Decision Trees: The unfounded strength of recursive decision rules
Introduction
Decision Trees are popular supervised machine learning algorithms. They’re popular due to their simplicity of interpretation and wide range of applications. They are applicable to both regression and classification problems (with differences on how they are trained, more on this later).
A Decision Tree is made up of a series of sequential decisions, or decision nodes, on the features of a data set. Conditional control statements, or if-then rules, are used to navigate the resulting flow-like structure, which divides each decision node into two or more subnodes. The model’s prediction outputs are represented by leaf nodes, also known as terminal nodes.
Training a Decision Tree from data entails determining the order in which decisions should be assembled from the root to the leaves. New data can then be passed down from the top until it reaches a leaf node, which represents a prediction for that data point. The predictor space is stratified or segmented into a number of simple regions by decision trees.
We typically use the mean or mode target (response) value for the training observations in the region to which it belongs to make a prediction for a given observation. These approaches are known as decision tree methods because the set of splitting rules used to segment the predictor space can be summarized in a tree.
Building a Decision Tree
Let’s make a decision tree. Assume we’re farmers with a new plot of land. We must determine whether a tree is an Apple, Cherry, or Oak tree based solely on its diameter and height. We’ll use a Decision Tree to accomplish this.
|
|
Now we can begin splitting!
Almost all trees with a diameter ≥ 0.45 are oak trees! As a result, we can probably assume that any other trees we find in that area are also oak trees.
Our root node will be this first decision node. We’ll draw a vertical line at this Diameter and label everything above it as Oak (our first leaf node), then continue partitioning our data on the left.
|
|
We then can split some more
We continue hoping to divide our plot of land in the most advantageous way possible. We notice that adding a new decision node at Height ≤ 4.88 results in a nice section of Cherry trees, so we partition our data there.
Our Decision Tree is updated as a result, with a new leaf node for Cherry.
|
|
More Splitting!
Following this second split, we are left with an area densely forested with Apple and Cherry trees. No problem: a vertical division can be drawn to better separate the Apple trees.
Once again, our Decision Tree is updated.
|
|
And still some more
The remaining region simply requires another horizontal division, and our job is done! We’ve found the best set of nested decisions.
Nonetheless, some regions still contain a few misclassified points. Should we keep splitting and dividing into smaller sections?
Hmm… 🤔
|
|
We shouldn’t go too deep!
If we do, the resulting regions will become increasingly complex, and our tree will grow unreasonably large. A Decision Tree of this type would learn far too much from the noise of the training examples and far too few generalizable rules.
Is this something you’ve heard before? Well it is the well-known tradeoff called The Bias Variance Tradeoff! Going too deep in this case results in a tree that overfits our data, so we’ll stop here.

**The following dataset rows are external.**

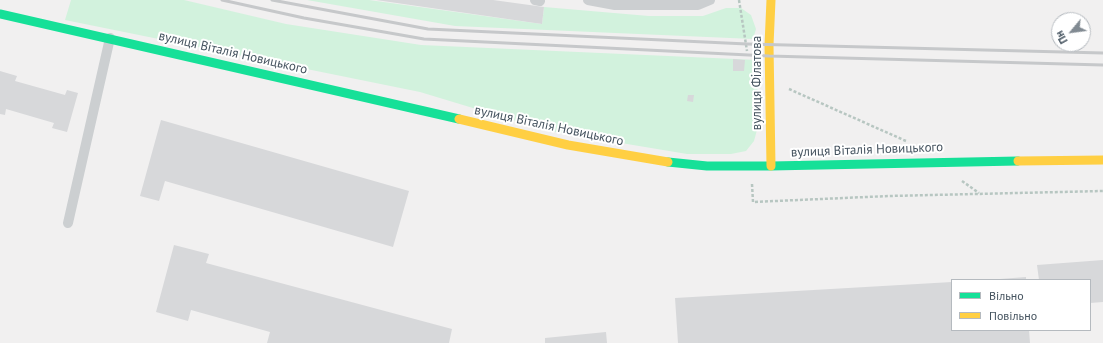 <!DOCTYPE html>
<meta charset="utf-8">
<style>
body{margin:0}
#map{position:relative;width:1103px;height:343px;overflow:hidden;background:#f1f0f0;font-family:"PT Sans",sans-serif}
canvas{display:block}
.legend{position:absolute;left:951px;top:279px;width:140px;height:52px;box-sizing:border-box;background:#fff;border:1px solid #b5babf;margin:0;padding:5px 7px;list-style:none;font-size:12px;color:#45535f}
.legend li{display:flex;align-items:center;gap:8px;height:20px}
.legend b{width:20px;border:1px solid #b5babf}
.north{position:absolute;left:1051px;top:12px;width:40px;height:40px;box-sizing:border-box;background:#fff;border:1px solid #b5babf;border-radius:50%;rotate:241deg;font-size:11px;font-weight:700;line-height:16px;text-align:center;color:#45535f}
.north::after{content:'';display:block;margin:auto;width:14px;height:18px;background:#818a92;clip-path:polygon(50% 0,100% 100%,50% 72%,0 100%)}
</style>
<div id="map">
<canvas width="1103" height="343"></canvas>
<ul class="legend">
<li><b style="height:5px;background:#16e098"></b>Вільно</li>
<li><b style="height:5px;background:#ffcf43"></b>Повільно</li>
</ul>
<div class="north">Пн</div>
</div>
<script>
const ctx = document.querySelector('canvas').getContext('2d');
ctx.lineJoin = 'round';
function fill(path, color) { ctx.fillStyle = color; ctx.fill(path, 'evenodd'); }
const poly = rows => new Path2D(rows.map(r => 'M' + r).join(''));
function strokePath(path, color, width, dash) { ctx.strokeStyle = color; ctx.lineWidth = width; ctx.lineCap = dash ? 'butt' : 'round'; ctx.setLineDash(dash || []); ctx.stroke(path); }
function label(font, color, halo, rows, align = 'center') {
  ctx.font = font + ' "PT Sans",sans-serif'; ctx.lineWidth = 4; ctx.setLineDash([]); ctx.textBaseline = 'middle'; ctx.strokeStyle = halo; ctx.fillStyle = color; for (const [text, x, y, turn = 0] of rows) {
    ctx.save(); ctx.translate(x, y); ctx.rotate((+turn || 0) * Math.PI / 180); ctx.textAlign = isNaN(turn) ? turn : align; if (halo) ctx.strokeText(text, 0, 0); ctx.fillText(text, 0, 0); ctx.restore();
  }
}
fill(poly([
 [71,0,184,0,286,24,421,45,758,60,757,130,754,141,746,151,731,154,687,154,549,131,420,92,65,20],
 [307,0,369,0,542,24,544,7,649,16,703,16,726,8,741,8,751,15,756,29,753,39,455,26]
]), '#d2f2dd');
fill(poly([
 [376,0,493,0,544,7,542,24],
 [733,59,745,60,744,71,733,71],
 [0,71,17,76,15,81,65,95,67,90,78,93,67,132,52,128,54,123,6,109,5,115,0,114],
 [688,95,694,95,693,102,687,101],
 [161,120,409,191,393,247,165,181,159,201,140,196],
 [174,245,209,254,206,263,452,329,449,343,267,343,270,332,191,310,188,321,156,312],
 [1103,260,1103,302,1090,303,1090,280,1039,280,1037,265],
 [1026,277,1026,280,1000,280,1000,279],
 [952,282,952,330,1029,330,1030,343,678,343,675,298],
 [606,332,607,343,545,343,545,338]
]), '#d7d8da');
strokePath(poly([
 [739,0,747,51],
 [789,89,906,141],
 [962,181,979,193],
 [752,184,753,202,889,196,1103,191]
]), '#b7c6c1', 2.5, [3, 2]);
strokePath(poly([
 [535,0,540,1],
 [588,0,615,5,698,5,710,0],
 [68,223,110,38]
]), '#cccfd1', 10);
strokePath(poly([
 [0,14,459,119],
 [668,162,707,166,771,166,1018,161]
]), '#16e098', 9);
strokePath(poly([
 [771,0,769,45,771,166],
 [459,119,568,145,668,162],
 [1018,161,1103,160]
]), '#ffcf43', 9);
strokePath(poly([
 [222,0,304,18,424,39,769,56,1103,65],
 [272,0,428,29,747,44,1103,53]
]), '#c6c8ca', 3);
label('13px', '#45535f', '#fff', [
 ["вулиця Віталія Новицького",233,53,13],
 ["вулиця Філатова",757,83,-90],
 ["вулиця Віталія Новицького",549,126,12],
 ["вулиця Віталія Новицького",867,150,-2]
]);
</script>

We’ve finished! Simply pass the Height and Diameter values of any new data point through the newly created Decision Tree to classify them as an Apple, Cherry, or Oak tree!
Where Should We Divide?
We just saw how a Decision Tree works at a high level: it generates a series of sequential rules from the top down that divide the data into well-separated regions for classification. But, given the large number of possible partitions, how does the algorithm decide where to partition the data? Before we can understand how that works, we must first understand Entropy.
Entropy quantifies the amount of information contained in a variable or event. It will be used to identify regions that contain a large number of similar (pure) or dissimilar (impure) elements.
Given a set of events with probabilities $(p_1, p_2, {\dots}, p_n)$, the total entropy H can be expressed as the negative sum of weighted probabilities:
$$\displaystyle H = - \sum\limits_{i=1}^{n} p_i \log_2(p_i)$$
The quantity has several intriguing properties:
-
$H=0$ Only if all but one $p_i$ is zero, with this one having a value of 1. Thus, entropy disappears only when there is no uncertainty in the outcome, implying that the sample is completely predictable.
-
$H$ is greatest when all $p_i$ are equal. This is the most ambiguous, or ‘impure’ situation.
-
Any change towards the equalisation of probabilities $(p_1, p_2, {\dots}, p_n)$ raises $H$.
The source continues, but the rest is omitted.